A luta pelo fim da escala 6×1 avançou no Senado, mas ainda não terminou. A aprovação da proposta na Comissão de Constituição e Justiça (CCJ) foi uma importante vitória dos trabalhadores e abriu caminho para que a redução da jornada avance. Agora, diante do adiamento da votação no Plenário, a FEM-CUT/SP reforça a mobilização e convoca os sindicatos e a categoria a ampliarem a pressão pela votação da proposta.
O texto estabelece a redução da jornada semanal de 44 para 40 horas, sem redução de salários, e garante dois dias de descanso por semana. Para que a mudança se torne realidade, a proposta ainda precisa ser aprovada em dois turnos pelo Plenário do Senado, com pelo menos 49 votos favoráveis.

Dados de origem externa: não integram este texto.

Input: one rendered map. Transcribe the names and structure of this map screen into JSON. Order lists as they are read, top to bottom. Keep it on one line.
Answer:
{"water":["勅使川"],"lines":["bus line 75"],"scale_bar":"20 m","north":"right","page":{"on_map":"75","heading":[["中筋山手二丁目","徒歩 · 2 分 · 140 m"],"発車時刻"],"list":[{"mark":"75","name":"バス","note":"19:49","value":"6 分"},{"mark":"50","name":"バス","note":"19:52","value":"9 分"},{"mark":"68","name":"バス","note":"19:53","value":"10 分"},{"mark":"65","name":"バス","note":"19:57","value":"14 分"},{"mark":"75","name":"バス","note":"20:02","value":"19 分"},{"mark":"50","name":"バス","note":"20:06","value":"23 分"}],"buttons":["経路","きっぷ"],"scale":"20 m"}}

Por isso, a pressão não pode diminuir: é preciso cobrar dos senadores que a votação aconteça e que o fim da escala 6×1 não seja adiado para depois das eleições.
Para o presidente da FEM-CUT/SP, Erick Silva, a aprovação na CCJ mostrou a força da mobilização dos trabalhadores, mas a etapa decisiva ainda está por vir.
“A aprovação na CCJ é uma vitória importante, construída pela luta dos trabalhadores e pela mobilização de quem não aceita mais uma jornada que rouba o tempo de vida das pessoas. Mas não podemos confundir uma etapa vencida com a chegada ao nosso objetivo. A luta continua e a pressão sobre o Senado precisa aumentar. Queremos a votação no Plenário e queremos agora”, afirma Erick.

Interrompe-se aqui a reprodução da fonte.